(MATERIAL TO PROCESS begins)

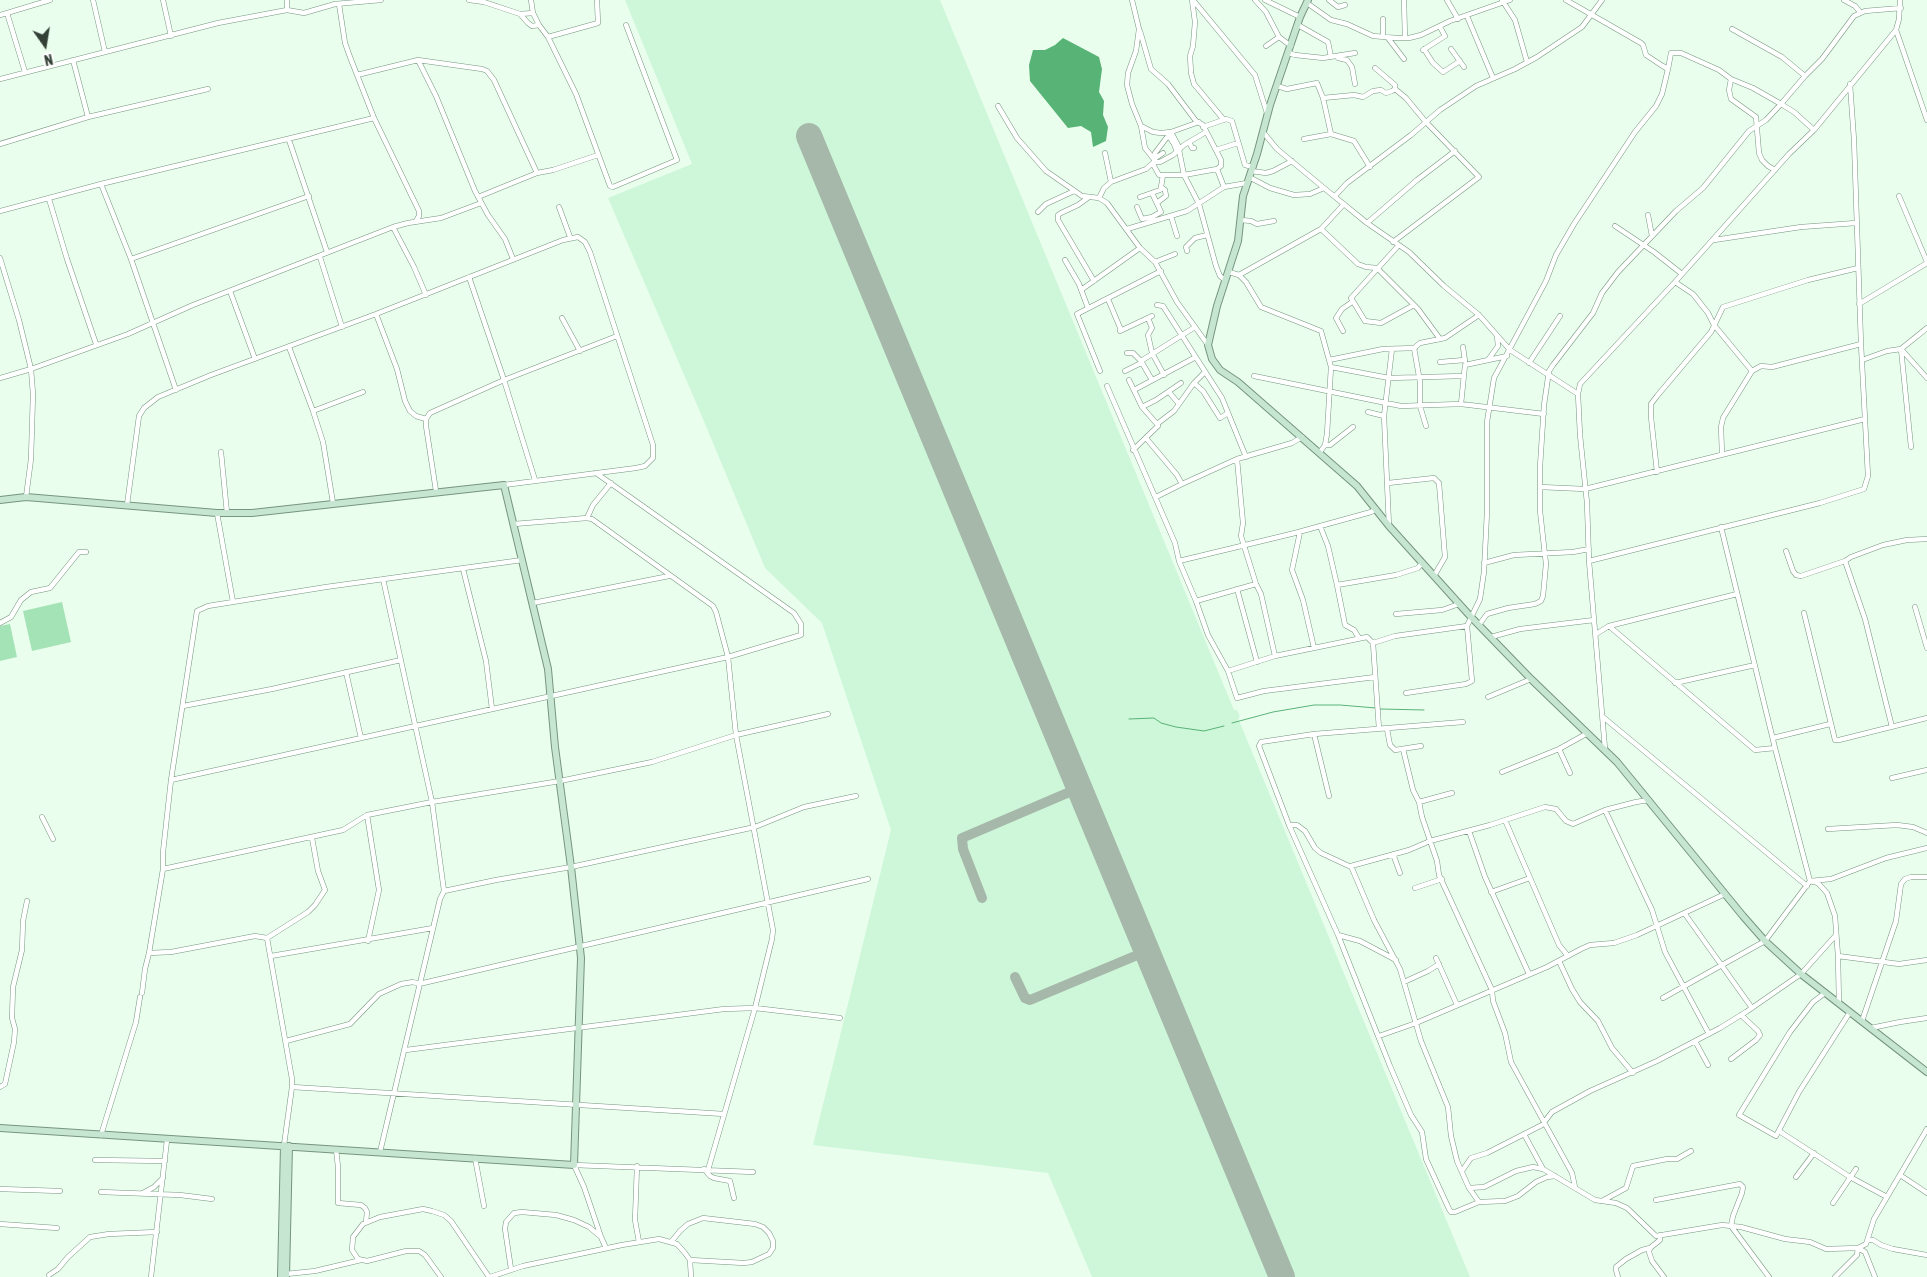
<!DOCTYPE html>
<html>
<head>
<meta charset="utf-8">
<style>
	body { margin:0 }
	#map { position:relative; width:1927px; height:1277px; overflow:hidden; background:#eafeee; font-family:"Asap Condensed",sans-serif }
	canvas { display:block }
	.north { position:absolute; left:20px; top:20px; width:50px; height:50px; -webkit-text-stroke:4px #fff; paint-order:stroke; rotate:167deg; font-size:14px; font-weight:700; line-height:20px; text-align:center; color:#324036 }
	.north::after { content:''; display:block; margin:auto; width:18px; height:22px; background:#324036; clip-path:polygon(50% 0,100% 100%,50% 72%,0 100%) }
</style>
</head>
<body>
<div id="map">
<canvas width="1927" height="1277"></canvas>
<div class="north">N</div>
</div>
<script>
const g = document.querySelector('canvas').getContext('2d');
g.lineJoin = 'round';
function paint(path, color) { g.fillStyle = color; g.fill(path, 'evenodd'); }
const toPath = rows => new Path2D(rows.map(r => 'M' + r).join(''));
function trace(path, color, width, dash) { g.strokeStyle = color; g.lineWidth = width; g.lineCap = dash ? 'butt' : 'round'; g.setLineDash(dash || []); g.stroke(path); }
const built = toPath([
	[625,0,940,0,1234,710,1237,710,1240,717,1238,718,1470,1277,1092,1277,1048,1173,813,1145,891,830,822,623,765,568,703,419,608,198,692,164]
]);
const green = toPath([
	[62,602,71,642,32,651,23,611],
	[10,624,17,657,0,661,0,626]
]);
const water = toPath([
	[1063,38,1099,57,1102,69,1099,92,1104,101,1103,115,1108,127,1106,141,1093,147,1091,132,1081,126,1068,128,1030,81,1029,65,1033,50,1045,50,1055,45]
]);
const stream = toPath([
	[1380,709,1424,710],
	[1129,719,1154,718,1161,723,1176,727,1204,731,1224,726],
	[1232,723,1273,712,1314,705,1340,705,1376,708]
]);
const taxiway = toPath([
	[982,898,963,849,962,838,1079,788],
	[1015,977,1025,998,1030,1000,1147,951]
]);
const runway = toPath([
	[809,136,1282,1277]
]);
const street = toPath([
	[93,0,105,52],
	[163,0,171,36],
	[287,0,287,10],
	[469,0,484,2,520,14,533,13],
	[531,0,533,13,539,25,548,37,576,94,610,186,613,187,677,160,626,25],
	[1132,0,1139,29,1136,51,1128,73,1127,85,1132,104,1141,126,1153,132,1161,133,1171,132,1199,122],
	[1192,0,1195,22,1193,46,1190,56,1191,73,1194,84,1224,120],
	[1193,0,1255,75,1267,113],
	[1255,0,1266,12,1279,37,1291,46],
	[1265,0,1300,17],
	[1329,0,1338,7,1345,5],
	[1404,0,1405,38],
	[1447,0,1458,19],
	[1502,0,1515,20,1527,62],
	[1566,0,1641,43,1643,45,1646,55,1661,65,1668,69,1671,53,1681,53,1719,70,1731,79,1729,90,1731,99,1756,117,1759,153,1762,160,1768,166,1775,170],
	[1844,0,1855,6,1860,12],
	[1307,3,1331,20,1347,24,1373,36,1397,38,1409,38,1421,35,1450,21,1510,0],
	[339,4,345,43,350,57,374,118,419,211,419,216,416,221],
	[7,13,25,72],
	[520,14,528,23,532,26,539,25],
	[0,15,50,0],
	[1467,16,1493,78],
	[1298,25,1328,42,1331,57],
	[1732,29,1782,57,1805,76],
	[1896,30,1927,120],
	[1140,31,1151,69,1168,84,1196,121,1203,125,1221,160,1221,166,1217,169],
	[548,37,598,23,597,0],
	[1383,37,1383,19],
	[1388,38,1404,59],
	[1266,46,1279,37],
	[1424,49,1433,63,1443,72,1460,61],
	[1451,49,1464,67],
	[1423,50,1445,36,1440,27],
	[1289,53,1295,55,1323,58,1355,53],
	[1338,58,1347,60,1352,67,1355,84],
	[73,60,88,117],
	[418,60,482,69,487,71,494,80,537,173],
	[1375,68,1395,85,1395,89,1406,98,1425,121,1479,177,1393,242],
	[357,75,418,60,436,96,475,191,488,215,505,239,513,259],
	[0,79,218,23,287,10,304,13,335,4,381,0],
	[1731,79,1753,88,1781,104,1794,112,1814,130],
	[1277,86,1287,89,1317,83,1323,98,1331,134],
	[1323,98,1354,95,1363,97,1373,91,1381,90,1386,93,1392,91,1395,89],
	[998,106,1017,138,1046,171,1082,196,1099,198,1107,203,1140,248,1155,262,1177,302,1208,345],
	[1141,126,1145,148,1153,158],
	[1203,127,1226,119,1232,121,1245,165,1253,167],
	[1206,132,1184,145,1173,155,1160,162,1154,162,1154,166,1159,175,1184,175,1217,169,1224,187],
	[1263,132,1277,149,1324,188,1367,223,1409,252,1444,286,1479,315,1510,350,1578,394],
	[1168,135,1174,144,1177,152],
	[1304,139,1331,134,1354,141,1370,167],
	[289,140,327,252],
	[1189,142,1192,148,1194,148],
	[0,144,88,117,208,89],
	[1179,150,1184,175,1199,204,1216,266,1220,276,1225,280],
	[1216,150,1238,143],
	[1105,153,1111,182],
	[1154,159,1163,153],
	[1251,171,1266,173,1273,171,1292,161],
	[1249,177,1270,188,1294,195,1310,194,1324,188],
	[101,184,131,259,176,390],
	[1335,196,1347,183,1411,135,1440,110,1476,86,1515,69,1537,57,1582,27,1602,0],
	[1899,196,1927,262],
	[478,197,537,173,553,170,598,155],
	[1089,197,1078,205,1061,213,1058,215,1058,220,1094,281],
	[1140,197,1160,190,1161,187,1163,175],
	[1099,198,1104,188,1111,182,1146,169,1154,162,1155,153,1171,132,1180,149],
	[49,199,67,259,96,344],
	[1158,202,1166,196,1165,190,1161,187],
	[559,207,570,237],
	[1137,207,1142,219,1152,217,1161,212,1152,193],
	[0,211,101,184,374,118],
	[1038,212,1046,204,1074,191],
	[1648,215,1652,236],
	[1171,216,1177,236],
	[1241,220,1251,221,1257,224,1274,221],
	[1367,223,1417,180,1455,151],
	[1615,226,1654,252,1682,274],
	[393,227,414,267,426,295],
	[1127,229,1187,211,1224,187,1247,183],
	[1321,229,1358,264,1366,267,1377,268,1418,309,1440,339],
	[1714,240,1801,227,1856,223],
	[1398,246,1351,298,1365,321,1381,323,1414,305],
	[1187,251,1186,247,1195,238,1207,235],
	[320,257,342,327],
	[0,258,19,320,31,369,33,394,31,459,26,497],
	[131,259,309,196],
	[1065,260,1079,284,1088,308],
	[1155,262,1175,254],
	[1229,272,1239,275,1246,282,1261,307,1321,331,1331,367,1327,434,1325,445,1320,452],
	[1239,275,1321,229,1344,204],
	[469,277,504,380,535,480],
	[1675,282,1693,294,1708,313,1714,325,1752,371],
	[1081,290,1140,248],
	[230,291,255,359],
	[1108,299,1121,330],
	[1859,304,1927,263],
	[1157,305,1163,306,1222,398,1246,457],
	[376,314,397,369,405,401,410,411,416,416,426,419],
	[562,318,580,351],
	[1148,318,1152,328,1148,335,1152,353,1164,375],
	[1120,331,1152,316],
	[1343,331,1336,318,1342,309,1352,302],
	[289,347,313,411,323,442,333,503],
	[1463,347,1465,361],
	[1127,353,1133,353,1141,361,1152,380],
	[1329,360,1383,349,1415,348],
	[1488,360,1498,346,1497,336],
	[1862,360,1887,351,1901,349,1927,378],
	[1141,361,1195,327],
	[1440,362,1465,360],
	[1529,363,1560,316],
	[1331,367,1389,378,1463,376],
	[1100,371,1077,314,1161,271],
	[1125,371,1141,363],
	[1254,376,1401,406,1461,404,1544,414],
	[0,378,31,369,128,334,193,305,393,227,408,223,441,218,481,203],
	[1129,380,1142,407,1156,400,1181,383],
	[1194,383,1203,391,1220,418,1228,413],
	[1107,386,1175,543,1179,561,1196,601,1208,635,1228,671,1237,698,1264,691,1375,677],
	[1134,390,1194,358],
	[1169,392,1179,404],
	[1461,404,1465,365,1507,356],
	[1142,407,1157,424],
	[313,411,363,392],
	[1368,412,1384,416],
	[1426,426,1420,406,1420,382,1414,348,1420,343,1445,338,1479,315],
	[1146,438,1177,475,1182,484],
	[1325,445,1330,445,1353,427],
	[1911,447,1901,349,1927,328],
	[1133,450,1158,426,1157,424,1174,411,1194,383,1204,373],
	[221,452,227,513],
	[1722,454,1721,427,1723,418,1752,371,1761,366,1772,367,1861,344],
	[1657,472,1651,417,1651,404,1657,396,1711,332,1723,307,1808,280,1858,268],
	[1388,483,1434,478,1439,483,1445,557,1434,576],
	[1540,487,1585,489,1865,419],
	[436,491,426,426,426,419,430,413,504,380,617,336],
	[1156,497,1182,484,1237,459],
	[127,505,139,416,144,408,158,397,211,375,376,314,563,240,578,237,585,242,590,252,653,445,653,458,645,466,636,468,504,485],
	[217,513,233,602],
	[587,518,593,505,611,483],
	[514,524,587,518,592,519,713,606,716,612,728,657,736,735,773,930,772,939,755,1008,708,1170],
	[1320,526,1328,546,1337,585],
	[1389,526,1384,416,1392,349],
	[1721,527,1775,748],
	[1300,532,1292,570,1303,600,1314,648],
	[1786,551,1793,571,1796,575,1801,576,1845,561,1851,557,1883,545,1907,540,1927,539],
	[1179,561,1295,533,1371,512,1376,509],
	[1589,561,1820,503,1864,489,1868,476,1861,344,1854,140,1850,84],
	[1845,561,1865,619,1892,727],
	[1484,563,1514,555,1573,552,1589,549],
	[463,569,486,661,492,709],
	[1237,589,1257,662],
	[1196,601,1256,584],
	[533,603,669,576],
	[1915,607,1927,648],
	[1804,613,1835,740,1839,740,1927,718],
	[1396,614,1442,610,1459,604],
	[0,623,11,617,21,600,31,592,50,588,79,552,86,552],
	[1479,625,1487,614,1508,608,1535,604,1541,601,1543,596,1546,564,1540,511,1540,467,1544,405,1549,371,1553,365,1593,313,1602,293,1618,272,1676,211,1703,188,1749,131,1766,120,1781,104,1805,76,1822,59,1854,16,1865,11,1901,8],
	[1609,626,1737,594],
	[1596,634,1609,626,1755,750,1775,748,1810,881,1765,941,1663,998],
	[1491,637,1520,629,1594,620],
	[1359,638,1354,630,1345,625,1337,585,1396,575,1418,568,1422,563],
	[1373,643,1395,636,1467,626],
	[1275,656,1261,594,1256,584,1241,536,1243,523,1237,459,1292,443,1302,437],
	[1228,671,1275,656,1367,637,1373,643,1379,729],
	[346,672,361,738],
	[1675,683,1755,665],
	[1406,693,1466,684,1472,681,1467,626,1480,599,1484,572,1487,512,1487,422,1494,378,1546,281,1556,255,1574,224,1635,132,1656,106,1662,94,1668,69],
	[1488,697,1531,679],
	[183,706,272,689,401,660],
	[1603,717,1807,886],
	[1463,722,1314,734,1261,742,1259,746,1289,825,1338,935,1390,1066,1411,1115,1422,1132,1426,1159,1449,1209,1451,1212,1455,1212,1479,1202,1505,1201,1518,1196,1536,1182,1547,1177,1555,1176],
	[1387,729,1390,745,1395,750,1421,746],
	[1314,734,1329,796],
	[1773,738,1830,724],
	[1403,749,1413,790,1419,802,1422,817,1437,861,1439,875,1492,990,1493,1001,1505,1033,1511,1062,1572,1173,1575,1187],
	[1559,749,1570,773],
	[1605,749,1589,561,1587,503,1580,435,1578,394,1580,384,1675,282,1789,154,1814,130,1896,30,1899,19,1900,0],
	[1502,772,1559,749,1586,734],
	[1892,778,1927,770],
	[171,780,728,657,801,635,801,624,794,613,596,473],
	[1419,802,1452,793],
	[1605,810,1652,910,1665,952,1709,1034],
	[367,815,379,890,368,941],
	[42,817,53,839],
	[1505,820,1559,945,1568,956],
	[1289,825,1297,825,1305,831,1315,848,1321,853,1351,867],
	[1828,829,1897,825,1913,827,1927,833],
	[1469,831,1485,877,1529,974],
	[1393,854,1400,873],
	[163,869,343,830,367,815,432,802,560,781,652,762,736,735,828,714],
	[1415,888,1442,879],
	[444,891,496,880,571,867,755,827,804,807,856,796],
	[1491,892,1530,878],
	[1685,914,1752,1008],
	[1338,935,1360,941,1396,960],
	[267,938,308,912,315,905,325,890,318,871,312,838],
	[271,956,433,928],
	[1838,956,1899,964,1927,960],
	[1436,958,1457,1005],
	[1559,961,1572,989,1580,1002,1598,1021,1612,1048,1633,1073],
	[1404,982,1428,971,1439,964],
	[142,993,145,969,149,953],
	[1825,993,1813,1002,1790,1032,1739,1115,1776,1136,1799,1092,1850,1012],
	[1839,1004,1838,956,1835,916,1827,893,1818,883,1810,881,1831,879,1886,858,1927,848],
	[1862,1021,1896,921,1901,884,1905,879,1911,877,1927,877],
	[1871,1028,1900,1022,1927,1018],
	[1379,1036,1416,1023,1547,967,1581,949,1590,945,1614,943,1637,935,1725,894],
	[286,1041,350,1024,379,994,401,984,413,982,419,984,868,879],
	[1695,1041,1708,1065],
	[406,1050,724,1009,755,1008,840,1018],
	[1731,1059,1756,1040,1760,1035,1758,1031,1741,1015],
	[0,1087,5,1084,14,1042,15,1029,12,1018,13,987,22,950,23,921,27,901],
	[292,1087,724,1114],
	[1779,1131,1850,1177,1887,1197],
	[1524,1134,1543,1169],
	[101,1135,136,1022,140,997],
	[284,1145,292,1087,292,1079,267,938,255,936,171,952,149,953,163,869,163,852,171,780,197,611,208,606,326,587,522,560],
	[336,1149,338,1167,338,1203,361,1205,365,1208,367,1212,366,1222],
	[380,1152,440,899,444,891,432,802,383,579],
	[475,1158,484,1206],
	[95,1160,165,1161],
	[637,1166,635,1220,639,1242],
	[704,1169,710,1176,714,1178,730,1181,734,1198],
	[1462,1171,1471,1158,1487,1153,1542,1125,1552,1112,1590,1091,1657,1061,1720,1028,1746,1012,1801,974,1836,935],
	[1900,1175,1927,1193],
	[1796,1177,1814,1153],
	[1469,1188,1484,1187,1516,1171,1533,1167,1543,1169,1595,1200,1616,1203,1627,1208,1656,1236,1722,1225,1741,1227,1785,1239,1810,1242,1826,1249,1858,1248,1865,1252,1875,1277],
	[0,1189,60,1191],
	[101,1192,180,1195,212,1199],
	[143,1193,154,1187,163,1178],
	[1656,1200,1740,1184,1743,1187,1742,1193,1733,1216,1731,1226,1769,1277],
	[1602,1201,1626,1188,1633,1166,1667,1159,1677,1159,1691,1151],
	[1479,1202,1469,1188,1457,1161,1451,1136,1448,1107,1421,1041,1400,969,1374,920,1351,866,1409,850,1430,841,1490,825,1545,807,1556,809,1566,821,1573,824,1605,810,1636,802,1649,800],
	[1833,1203,1856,1169],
	[0,1224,57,1228],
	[1660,1235,1660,1240,1650,1248,1649,1252,1652,1261,1664,1277],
	[601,1237,584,1187,574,1165,753,1172],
	[1868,1240,1873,1240,1881,1245,1893,1249,1927,1255],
	[671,1242,680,1231,688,1224,703,1218,755,1224,763,1227,769,1233,773,1241,773,1248,769,1254,752,1262,744,1263,690,1260],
	[511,1269,505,1229,506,1222,514,1213,522,1212,556,1215,574,1220,589,1227,601,1237,606,1248],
	[286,1274,315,1271,361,1260],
	[49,1275,58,1269,68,1257,90,1237,109,1234,157,1232],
	[151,1277,167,1140],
	[441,1277,425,1255,419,1251,406,1251,367,1261,358,1259,352,1250,353,1237,363,1224,380,1217,423,1209,432,1211,444,1215,451,1221,489,1277],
	[490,1277,523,1266,622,1245,659,1239,677,1244,685,1253,690,1260,691,1277],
	[1618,1277,1616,1270,1616,1267,1626,1259,1642,1250,1650,1248],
	[1835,1277,1857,1255,1858,1248,1866,1244,1874,1219,1927,1129]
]);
const secondary = toPath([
	[1308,0,1300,17,1270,105,1257,154,1243,196,1238,241,1217,306,1208,345,1212,359,1220,370,1238,382,1357,486,1389,526,1471,617,1531,679,1617,762,1743,916,1765,941,1801,974,1927,1072],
	[0,500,26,497,217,513,252,513,504,485,548,669,555,747,571,867,581,958,574,1165,0,1128],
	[281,1277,284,1145],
	[286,1277,289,1146]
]);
paint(built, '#cef7d9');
paint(green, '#a4e3b5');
paint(water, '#58b376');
trace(stream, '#58b376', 1);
trace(taxiway, '#a6b8aa', 10);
trace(runway, '#a6b8aa', 26);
trace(street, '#76957e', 5.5);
trace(secondary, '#76957e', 8);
trace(street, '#fff', 4.5);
trace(secondary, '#c6e6d2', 6);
</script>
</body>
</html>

(MATERIAL TO PROCESS ends)

_EXERCISE_: Could you set down, exactly as written, every line from the start of the records above through the line containing "const toPath = rows", leaving the pictures out?

_ANSWER BOX_:
<!DOCTYPE html>
<html>
<head>
<meta charset="utf-8">
<style>
	body { margin:0 }
	#map { position:relative; width:1927px; height:1277px; overflow:hidden; background:#eafeee; font-family:"Asap Condensed",sans-serif }
	canvas { display:block }
	.north { position:absolute; left:20px; top:20px; width:50px; height:50px; -webkit-text-stroke:4px #fff; paint-order:stroke; rotate:167deg; font-size:14px; font-weight:700; line-height:20px; text-align:center; color:#324036 }
	.north::after { content:''; display:block; margin:auto; width:18px; height:22px; background:#324036; clip-path:polygon(50% 0,100% 100%,50% 72%,0 100%) }
</style>
</head>
<body>
<div id="map">
<canvas width="1927" height="1277"></canvas>
<div class="north">N</div>
</div>
<script>
const g = document.querySelector('canvas').getContext('2d');
g.lineJoin = 'round';
function paint(path, color) { g.fillStyle = color; g.fill(path, 'evenodd'); }
const toPath = rows => new Path2D(rows.map(r => 'M' + r).join(''));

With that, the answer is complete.